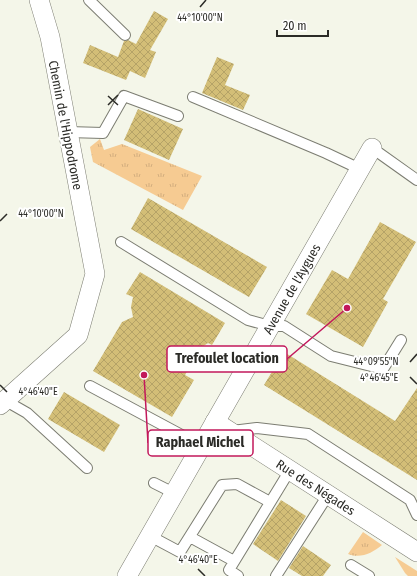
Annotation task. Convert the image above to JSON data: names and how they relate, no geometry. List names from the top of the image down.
{
  "streets": {
    "street": ["Chemin de l'Hippodrome", "Avenue de l'Aygues", "Rue des Négades"]
  },
  "crossings": [
    ["Avenue de l'Aygues", "Rue des Négades"]
  ],
  "places": ["Trefoulet location", "Raphael Michel"],
  "scale_bar": "20 m",
  "coordinates": [
    "44°10'00\"N",
    "44°09'55\"N",
    "4°46'45\"E",
    "4°46'40\"E"
  ]
}
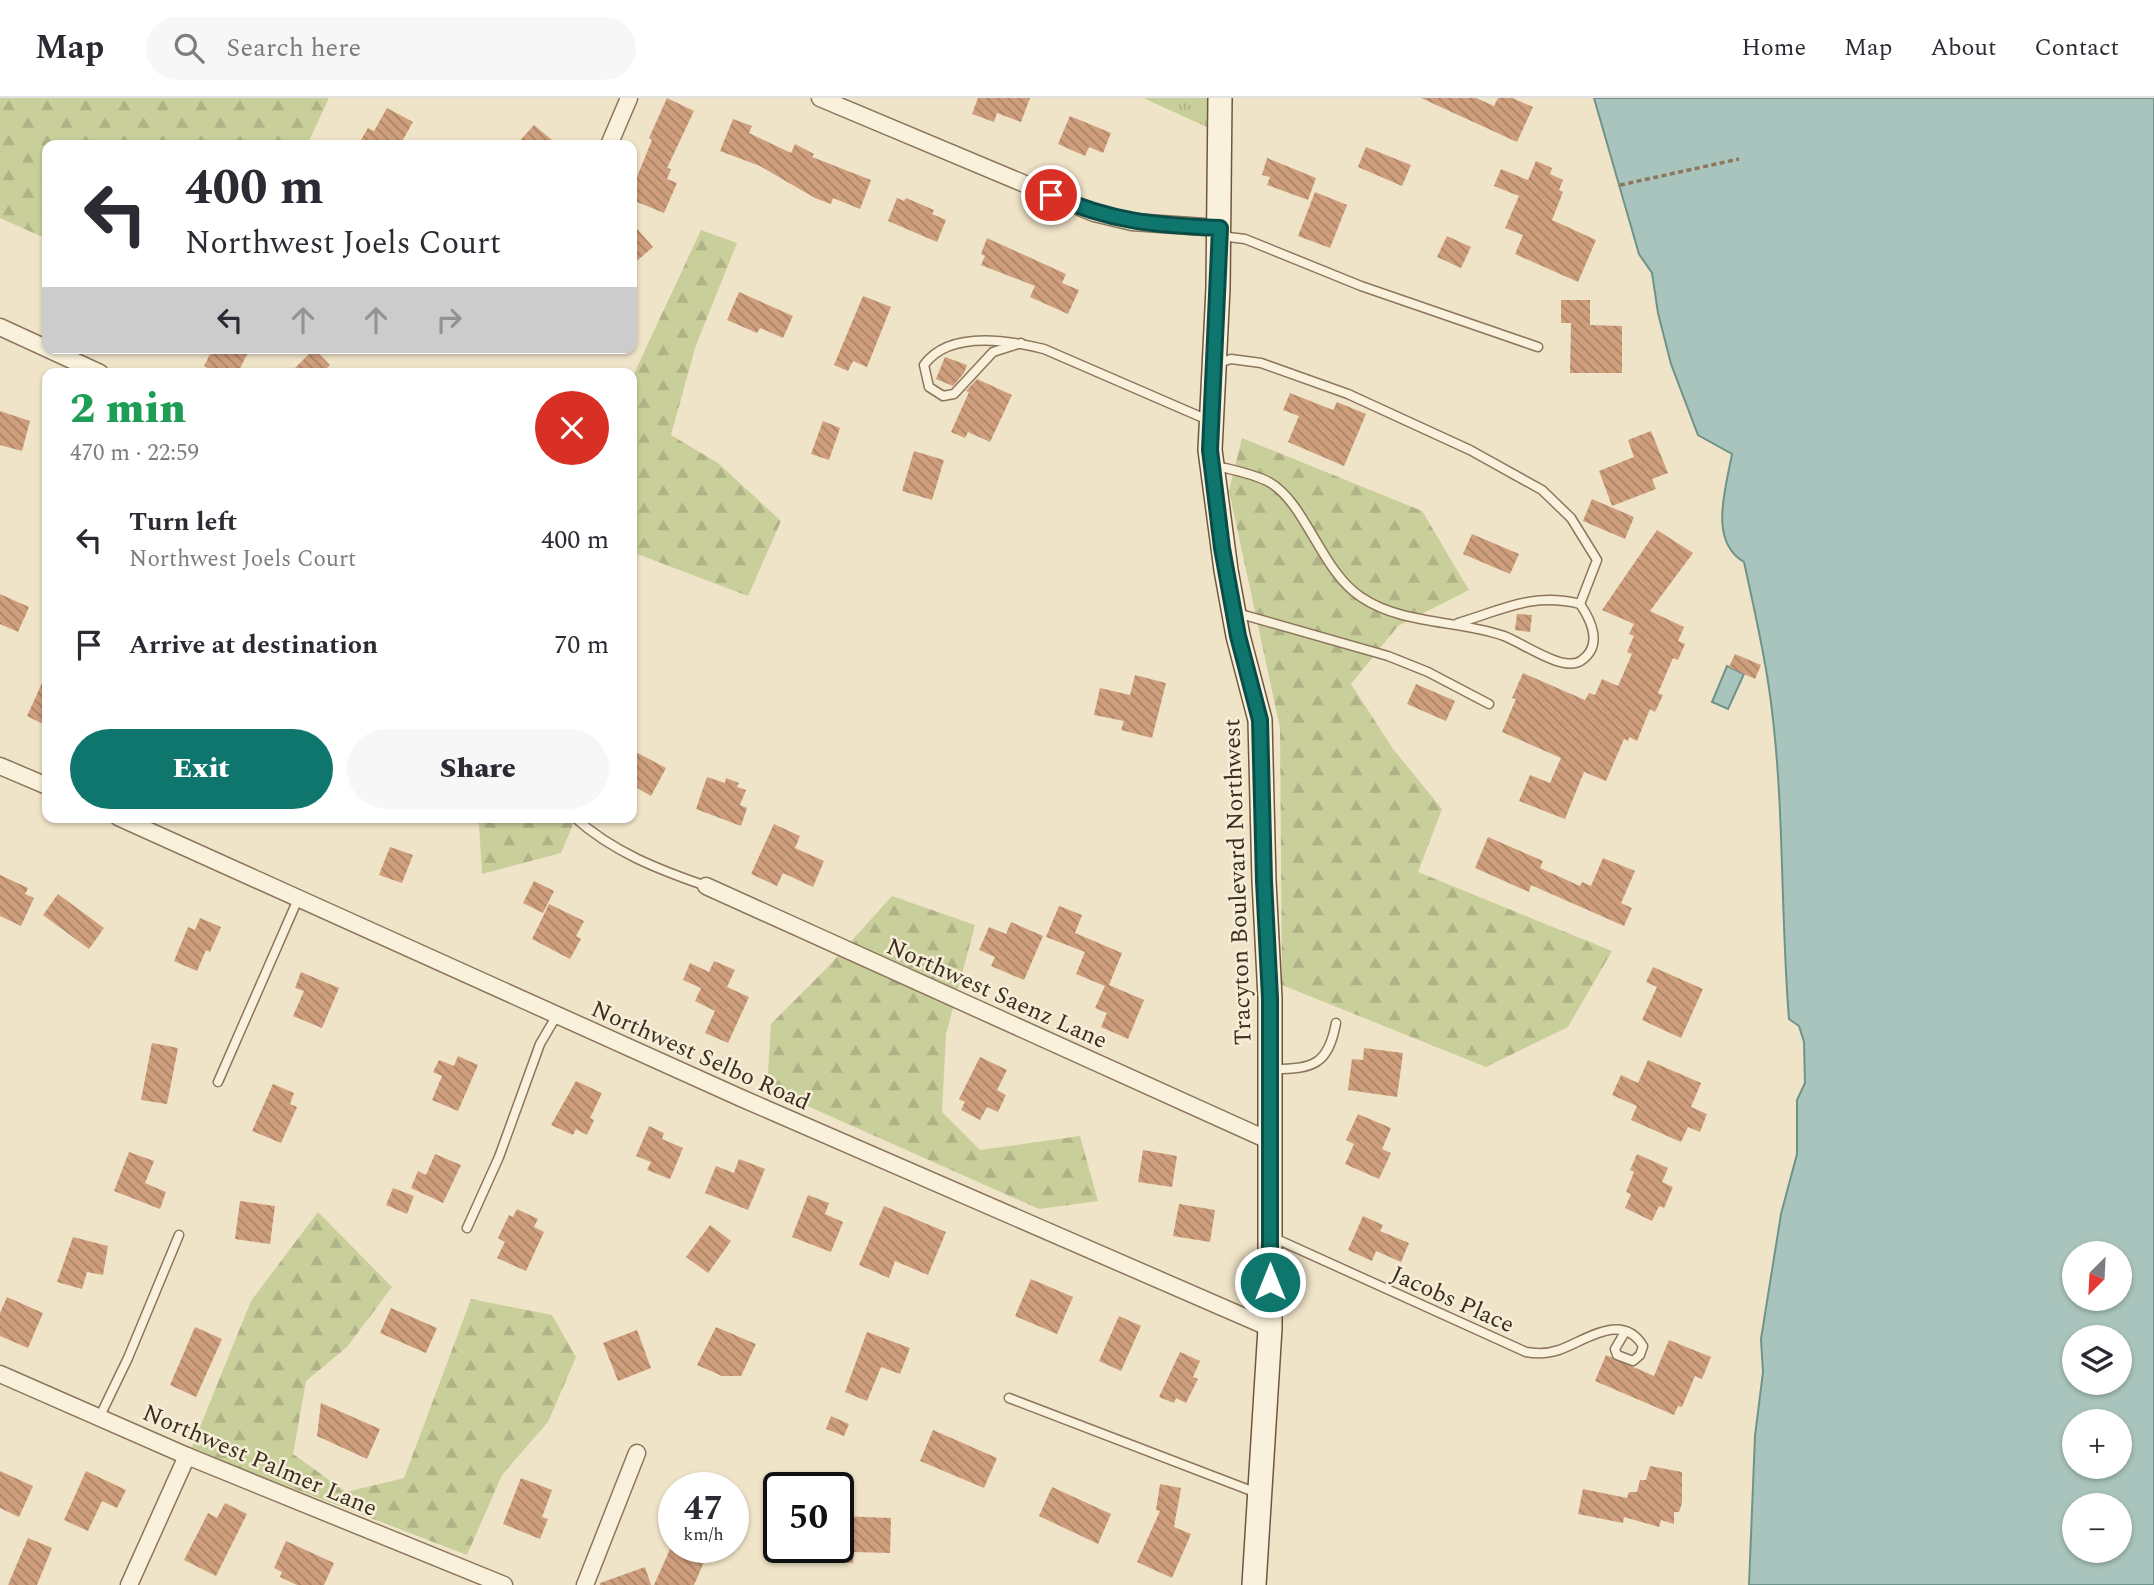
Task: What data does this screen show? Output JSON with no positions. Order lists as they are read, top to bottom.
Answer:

What the task asks: With every picture omitted, write out the material exactly from its first line through the line containing "Task: What data".

Exercise solution:
Annotation task. Convert the image above to JSON data: names and how they relate, no geometry. List names from the top of the image down.
{
  "streets": {
    "street": ["Chemin de l'Hippodrome", "Avenue de l'Aygues", "Rue des Négades"]
  },
  "crossings": [
    ["Avenue de l'Aygues", "Rue des Négades"]
  ],
  "places": ["Trefoulet location", "Raphael Michel"],
  "scale_bar": "20 m",
  "coordinates": [
    "44°10'00\"N",
    "44°09'55\"N",
    "4°46'45\"E",
    "4°46'40\"E"
  ]
}
Task: What data does this screen show? Output JSON with no positions. Order lists as they are read, top to bottom.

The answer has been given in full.